§ Task
Would you give again, exactly as written, the lines from the opening of the records to the line with "0 5px,transparent 0", that line included and pictures excluded?

[[ Exercise input, beginning ]]

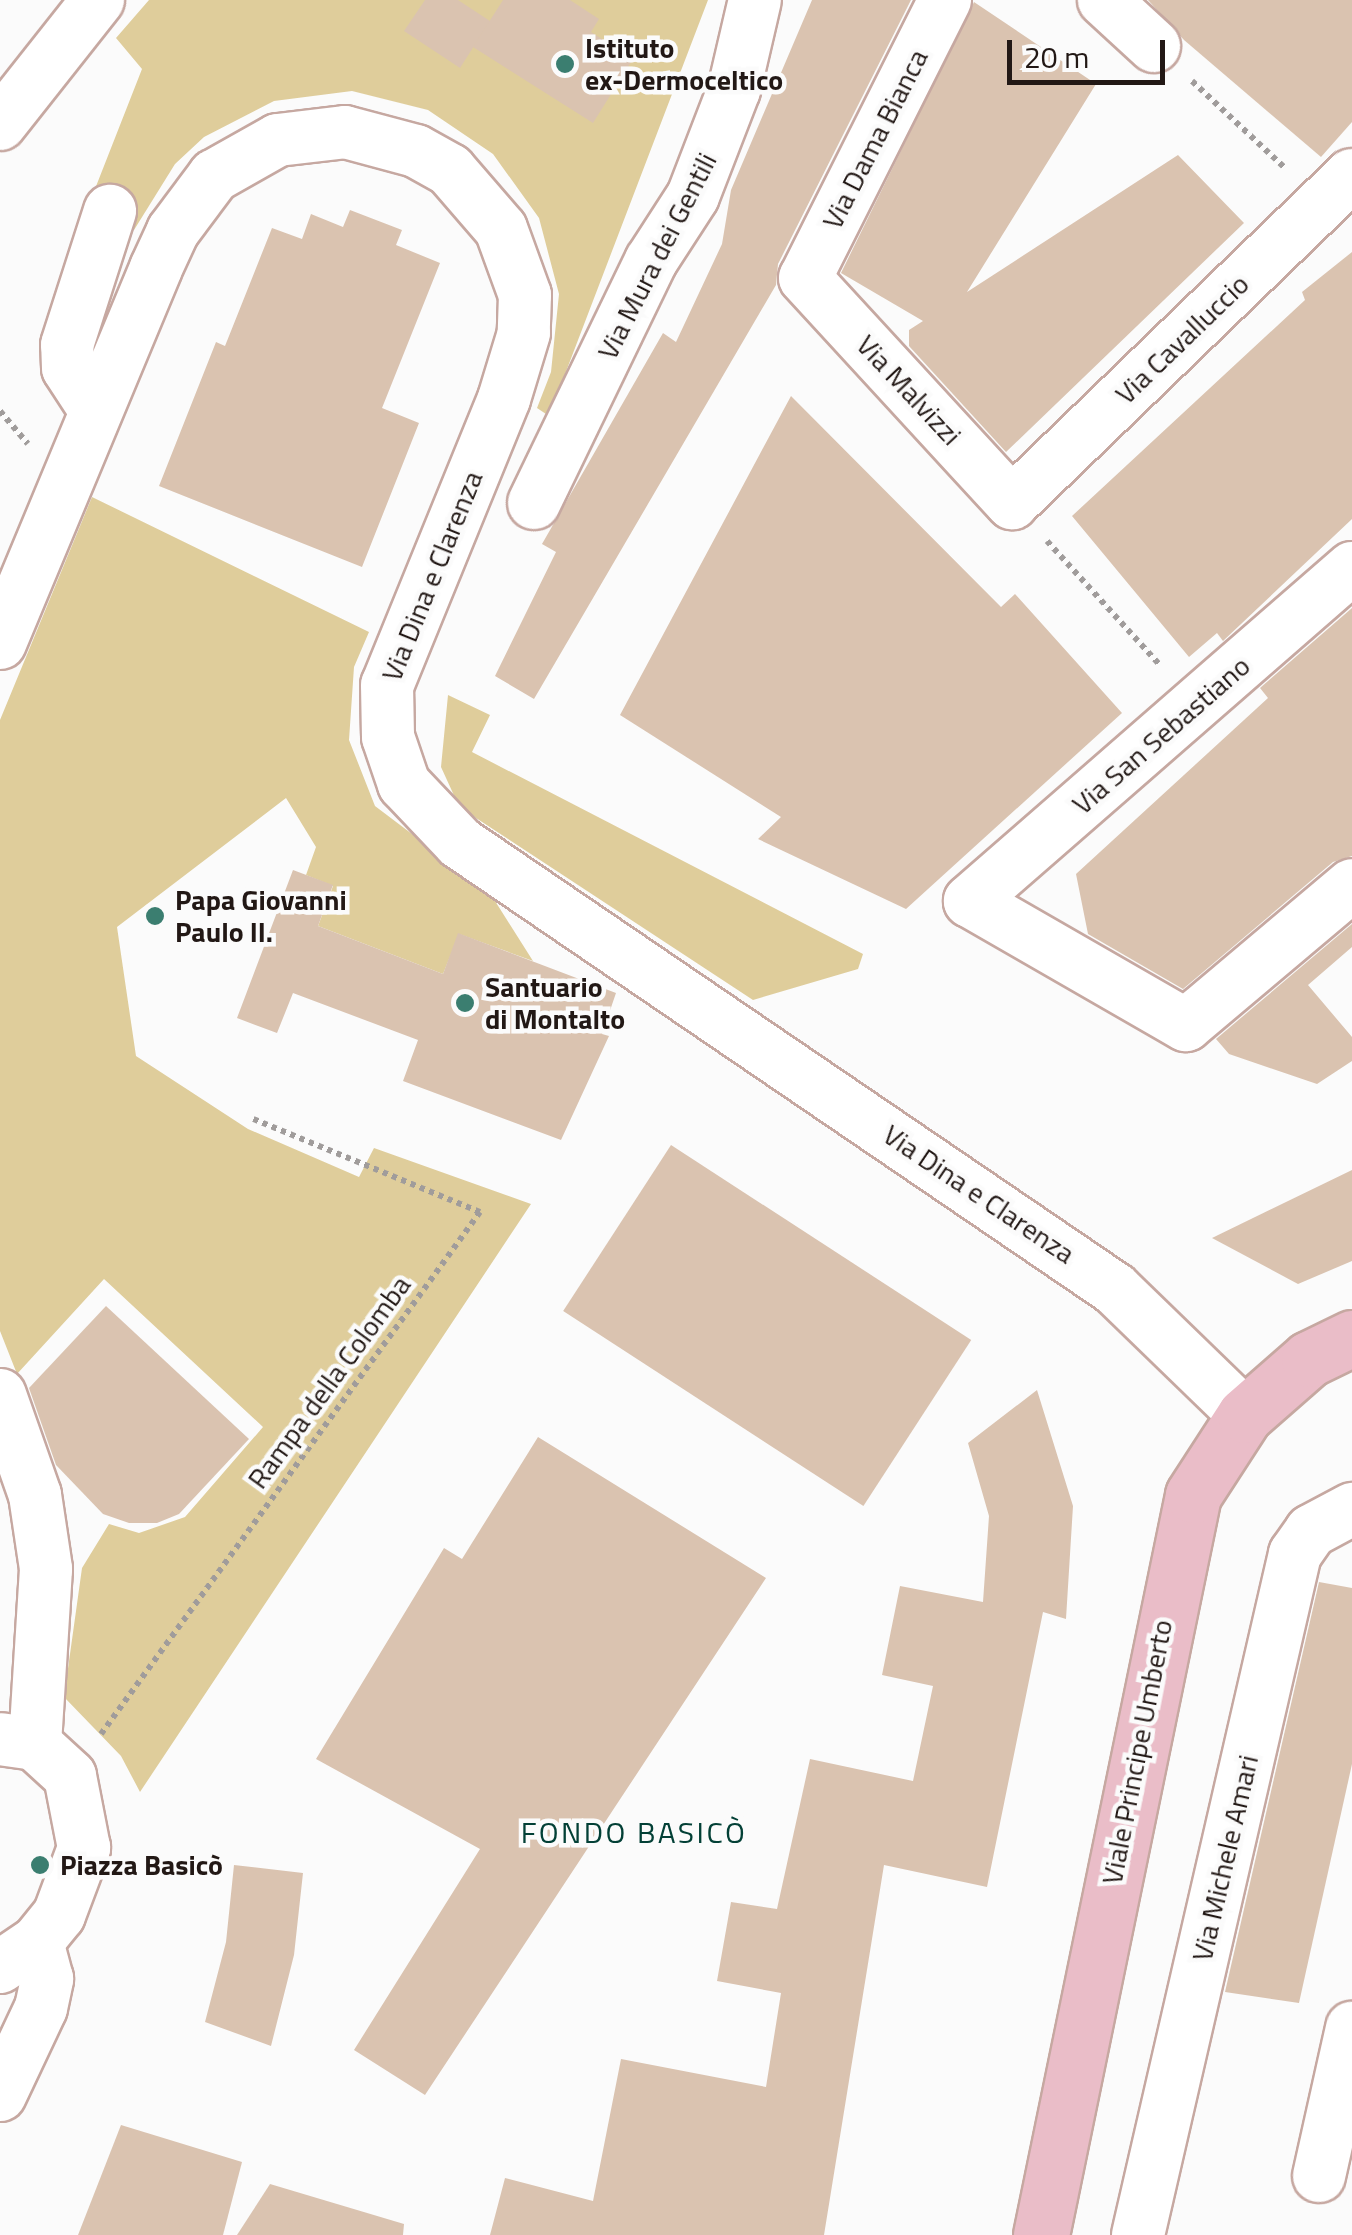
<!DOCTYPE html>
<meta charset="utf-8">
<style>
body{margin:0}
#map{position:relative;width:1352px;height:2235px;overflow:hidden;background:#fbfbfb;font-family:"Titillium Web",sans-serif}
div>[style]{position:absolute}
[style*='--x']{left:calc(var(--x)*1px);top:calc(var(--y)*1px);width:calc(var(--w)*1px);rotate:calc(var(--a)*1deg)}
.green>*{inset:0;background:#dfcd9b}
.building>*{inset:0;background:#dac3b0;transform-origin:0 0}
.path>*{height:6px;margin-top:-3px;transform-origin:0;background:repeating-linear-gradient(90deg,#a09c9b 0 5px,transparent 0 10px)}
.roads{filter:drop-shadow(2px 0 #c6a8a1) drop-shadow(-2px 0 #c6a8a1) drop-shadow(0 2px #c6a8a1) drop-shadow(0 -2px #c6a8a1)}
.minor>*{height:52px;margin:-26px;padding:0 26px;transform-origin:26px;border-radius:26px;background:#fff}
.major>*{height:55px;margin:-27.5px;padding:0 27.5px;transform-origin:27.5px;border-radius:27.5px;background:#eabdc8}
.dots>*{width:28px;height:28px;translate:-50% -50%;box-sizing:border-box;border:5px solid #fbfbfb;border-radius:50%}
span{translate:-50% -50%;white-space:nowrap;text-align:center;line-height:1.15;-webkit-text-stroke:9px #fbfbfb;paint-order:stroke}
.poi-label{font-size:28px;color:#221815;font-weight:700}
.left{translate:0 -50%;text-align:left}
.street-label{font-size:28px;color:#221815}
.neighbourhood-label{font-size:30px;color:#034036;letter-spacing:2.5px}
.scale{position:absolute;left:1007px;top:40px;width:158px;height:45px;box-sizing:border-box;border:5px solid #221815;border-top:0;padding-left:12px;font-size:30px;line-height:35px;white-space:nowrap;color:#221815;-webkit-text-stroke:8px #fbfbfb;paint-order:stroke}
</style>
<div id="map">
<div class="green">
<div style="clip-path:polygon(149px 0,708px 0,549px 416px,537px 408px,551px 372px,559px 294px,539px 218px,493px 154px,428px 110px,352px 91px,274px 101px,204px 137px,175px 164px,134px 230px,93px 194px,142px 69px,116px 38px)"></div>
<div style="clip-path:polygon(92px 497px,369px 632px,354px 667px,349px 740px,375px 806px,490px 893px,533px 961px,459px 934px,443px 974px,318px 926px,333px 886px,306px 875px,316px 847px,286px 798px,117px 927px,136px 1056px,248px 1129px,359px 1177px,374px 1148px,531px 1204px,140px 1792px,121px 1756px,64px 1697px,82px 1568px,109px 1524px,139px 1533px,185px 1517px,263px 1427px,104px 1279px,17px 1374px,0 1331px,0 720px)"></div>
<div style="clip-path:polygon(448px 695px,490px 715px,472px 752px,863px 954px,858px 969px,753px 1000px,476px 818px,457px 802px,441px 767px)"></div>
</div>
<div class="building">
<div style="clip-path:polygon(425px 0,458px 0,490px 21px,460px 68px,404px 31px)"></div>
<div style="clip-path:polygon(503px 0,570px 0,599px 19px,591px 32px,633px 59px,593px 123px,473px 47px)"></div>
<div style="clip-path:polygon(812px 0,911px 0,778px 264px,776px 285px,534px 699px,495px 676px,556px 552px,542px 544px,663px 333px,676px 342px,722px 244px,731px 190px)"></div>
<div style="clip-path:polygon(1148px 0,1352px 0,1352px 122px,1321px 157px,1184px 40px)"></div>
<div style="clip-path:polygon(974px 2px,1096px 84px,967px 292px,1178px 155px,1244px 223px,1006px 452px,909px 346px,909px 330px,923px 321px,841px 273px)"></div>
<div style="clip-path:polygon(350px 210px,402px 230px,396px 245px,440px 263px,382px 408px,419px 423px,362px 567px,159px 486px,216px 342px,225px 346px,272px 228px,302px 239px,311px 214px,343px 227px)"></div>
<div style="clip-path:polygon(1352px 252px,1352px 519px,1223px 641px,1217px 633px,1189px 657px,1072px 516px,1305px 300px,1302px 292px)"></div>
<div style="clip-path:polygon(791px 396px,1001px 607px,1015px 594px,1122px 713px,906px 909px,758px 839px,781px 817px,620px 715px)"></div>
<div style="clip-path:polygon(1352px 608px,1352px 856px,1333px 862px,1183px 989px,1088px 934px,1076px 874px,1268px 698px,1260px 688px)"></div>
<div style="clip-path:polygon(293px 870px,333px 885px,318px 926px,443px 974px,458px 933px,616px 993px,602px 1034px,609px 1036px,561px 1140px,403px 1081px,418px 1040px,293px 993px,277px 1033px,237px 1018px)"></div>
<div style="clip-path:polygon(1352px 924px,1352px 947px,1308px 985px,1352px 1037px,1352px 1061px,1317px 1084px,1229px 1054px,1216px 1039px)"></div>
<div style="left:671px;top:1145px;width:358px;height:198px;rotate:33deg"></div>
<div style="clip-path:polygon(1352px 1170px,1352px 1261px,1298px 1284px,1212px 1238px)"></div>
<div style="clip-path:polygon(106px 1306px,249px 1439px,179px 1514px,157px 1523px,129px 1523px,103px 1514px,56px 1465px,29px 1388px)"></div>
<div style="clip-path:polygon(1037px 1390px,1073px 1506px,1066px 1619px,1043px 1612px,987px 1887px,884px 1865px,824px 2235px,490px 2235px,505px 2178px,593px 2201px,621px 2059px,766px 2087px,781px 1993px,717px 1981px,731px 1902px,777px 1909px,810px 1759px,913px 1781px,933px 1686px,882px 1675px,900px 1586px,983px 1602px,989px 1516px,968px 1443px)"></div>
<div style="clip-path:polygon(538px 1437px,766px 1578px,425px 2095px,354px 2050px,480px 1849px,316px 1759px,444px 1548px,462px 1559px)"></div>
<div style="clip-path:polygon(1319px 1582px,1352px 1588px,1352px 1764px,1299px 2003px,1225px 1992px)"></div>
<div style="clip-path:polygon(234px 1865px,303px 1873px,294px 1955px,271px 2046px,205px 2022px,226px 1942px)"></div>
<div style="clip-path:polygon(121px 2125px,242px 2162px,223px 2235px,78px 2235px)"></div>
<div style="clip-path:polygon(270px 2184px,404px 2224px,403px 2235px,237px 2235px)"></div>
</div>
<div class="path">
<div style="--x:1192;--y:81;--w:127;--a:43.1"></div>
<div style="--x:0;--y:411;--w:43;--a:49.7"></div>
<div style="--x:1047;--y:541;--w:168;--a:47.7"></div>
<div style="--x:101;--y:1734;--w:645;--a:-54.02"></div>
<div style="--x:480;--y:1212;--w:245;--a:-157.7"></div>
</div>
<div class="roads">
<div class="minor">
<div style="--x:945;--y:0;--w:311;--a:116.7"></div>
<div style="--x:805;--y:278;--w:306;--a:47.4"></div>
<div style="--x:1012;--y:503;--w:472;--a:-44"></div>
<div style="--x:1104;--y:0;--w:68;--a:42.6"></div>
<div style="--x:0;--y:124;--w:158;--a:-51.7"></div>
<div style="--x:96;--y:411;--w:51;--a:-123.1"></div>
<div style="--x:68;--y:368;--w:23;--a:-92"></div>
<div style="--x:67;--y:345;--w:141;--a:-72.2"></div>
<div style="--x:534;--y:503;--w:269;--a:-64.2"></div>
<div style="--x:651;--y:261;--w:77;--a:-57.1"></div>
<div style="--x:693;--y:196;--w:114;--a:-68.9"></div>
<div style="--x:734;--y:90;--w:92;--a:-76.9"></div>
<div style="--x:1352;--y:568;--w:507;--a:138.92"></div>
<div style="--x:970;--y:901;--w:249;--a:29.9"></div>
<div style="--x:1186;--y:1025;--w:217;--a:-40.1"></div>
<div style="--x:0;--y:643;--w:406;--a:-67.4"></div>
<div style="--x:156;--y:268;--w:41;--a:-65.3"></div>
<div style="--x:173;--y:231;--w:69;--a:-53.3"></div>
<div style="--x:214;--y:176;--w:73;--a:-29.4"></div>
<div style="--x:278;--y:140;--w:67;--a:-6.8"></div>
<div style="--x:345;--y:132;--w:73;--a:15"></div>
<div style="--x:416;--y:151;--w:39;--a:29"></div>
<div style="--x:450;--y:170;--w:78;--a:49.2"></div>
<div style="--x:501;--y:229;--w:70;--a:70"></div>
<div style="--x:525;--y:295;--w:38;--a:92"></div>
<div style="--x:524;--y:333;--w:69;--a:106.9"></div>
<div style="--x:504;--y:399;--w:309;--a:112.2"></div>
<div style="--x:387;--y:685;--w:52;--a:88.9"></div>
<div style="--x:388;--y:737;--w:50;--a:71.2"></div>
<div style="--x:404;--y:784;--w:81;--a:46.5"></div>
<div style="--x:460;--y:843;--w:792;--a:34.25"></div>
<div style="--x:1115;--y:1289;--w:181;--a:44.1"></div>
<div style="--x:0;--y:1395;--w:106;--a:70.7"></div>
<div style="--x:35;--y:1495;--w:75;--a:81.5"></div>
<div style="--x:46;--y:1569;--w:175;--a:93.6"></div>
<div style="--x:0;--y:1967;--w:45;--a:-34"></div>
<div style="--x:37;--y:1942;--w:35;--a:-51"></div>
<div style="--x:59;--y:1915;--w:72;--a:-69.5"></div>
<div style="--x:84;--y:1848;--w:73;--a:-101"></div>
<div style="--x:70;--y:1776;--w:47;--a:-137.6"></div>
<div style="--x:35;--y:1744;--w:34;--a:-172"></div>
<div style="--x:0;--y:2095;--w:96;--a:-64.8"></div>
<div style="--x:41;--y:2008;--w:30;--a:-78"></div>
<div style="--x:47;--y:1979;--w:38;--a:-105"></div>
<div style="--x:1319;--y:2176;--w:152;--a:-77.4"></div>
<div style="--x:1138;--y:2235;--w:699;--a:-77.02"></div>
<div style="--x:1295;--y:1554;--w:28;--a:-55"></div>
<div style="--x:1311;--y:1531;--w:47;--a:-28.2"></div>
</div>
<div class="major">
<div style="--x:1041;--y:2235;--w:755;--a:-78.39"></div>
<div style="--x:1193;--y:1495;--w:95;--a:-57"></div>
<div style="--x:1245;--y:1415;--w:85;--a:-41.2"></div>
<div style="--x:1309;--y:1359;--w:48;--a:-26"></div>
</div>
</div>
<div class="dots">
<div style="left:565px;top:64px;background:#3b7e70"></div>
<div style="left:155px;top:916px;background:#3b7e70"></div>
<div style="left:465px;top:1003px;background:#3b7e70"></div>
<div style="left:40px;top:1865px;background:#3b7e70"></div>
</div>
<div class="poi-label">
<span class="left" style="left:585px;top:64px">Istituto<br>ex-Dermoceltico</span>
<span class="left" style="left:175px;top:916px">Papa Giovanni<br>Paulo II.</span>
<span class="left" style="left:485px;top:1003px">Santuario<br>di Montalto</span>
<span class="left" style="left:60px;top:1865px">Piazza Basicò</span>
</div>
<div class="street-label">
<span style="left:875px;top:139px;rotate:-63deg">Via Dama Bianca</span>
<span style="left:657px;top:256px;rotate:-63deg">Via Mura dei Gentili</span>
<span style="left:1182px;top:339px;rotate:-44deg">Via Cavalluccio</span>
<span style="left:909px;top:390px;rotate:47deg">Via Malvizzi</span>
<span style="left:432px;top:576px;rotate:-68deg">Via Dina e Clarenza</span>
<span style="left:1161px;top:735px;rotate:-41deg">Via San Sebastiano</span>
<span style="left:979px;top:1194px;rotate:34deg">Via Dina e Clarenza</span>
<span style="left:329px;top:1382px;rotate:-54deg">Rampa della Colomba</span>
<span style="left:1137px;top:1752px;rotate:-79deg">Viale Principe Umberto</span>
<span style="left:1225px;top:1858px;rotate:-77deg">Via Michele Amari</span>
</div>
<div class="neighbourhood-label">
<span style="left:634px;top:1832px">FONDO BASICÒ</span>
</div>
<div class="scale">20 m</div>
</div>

[[ Exercise input, end ]]

§ Solution to the exercise
<!DOCTYPE html>
<meta charset="utf-8">
<style>
body{margin:0}
#map{position:relative;width:1352px;height:2235px;overflow:hidden;background:#fbfbfb;font-family:"Titillium Web",sans-serif}
div>[style]{position:absolute}
[style*='--x']{left:calc(var(--x)*1px);top:calc(var(--y)*1px);width:calc(var(--w)*1px);rotate:calc(var(--a)*1deg)}
.green>*{inset:0;background:#dfcd9b}
.building>*{inset:0;background:#dac3b0;transform-origin:0 0}
.path>*{height:6px;margin-top:-3px;transform-origin:0;background:repeating-linear-gradient(90deg,#a09c9b 0 5px,transparent 0 10px)}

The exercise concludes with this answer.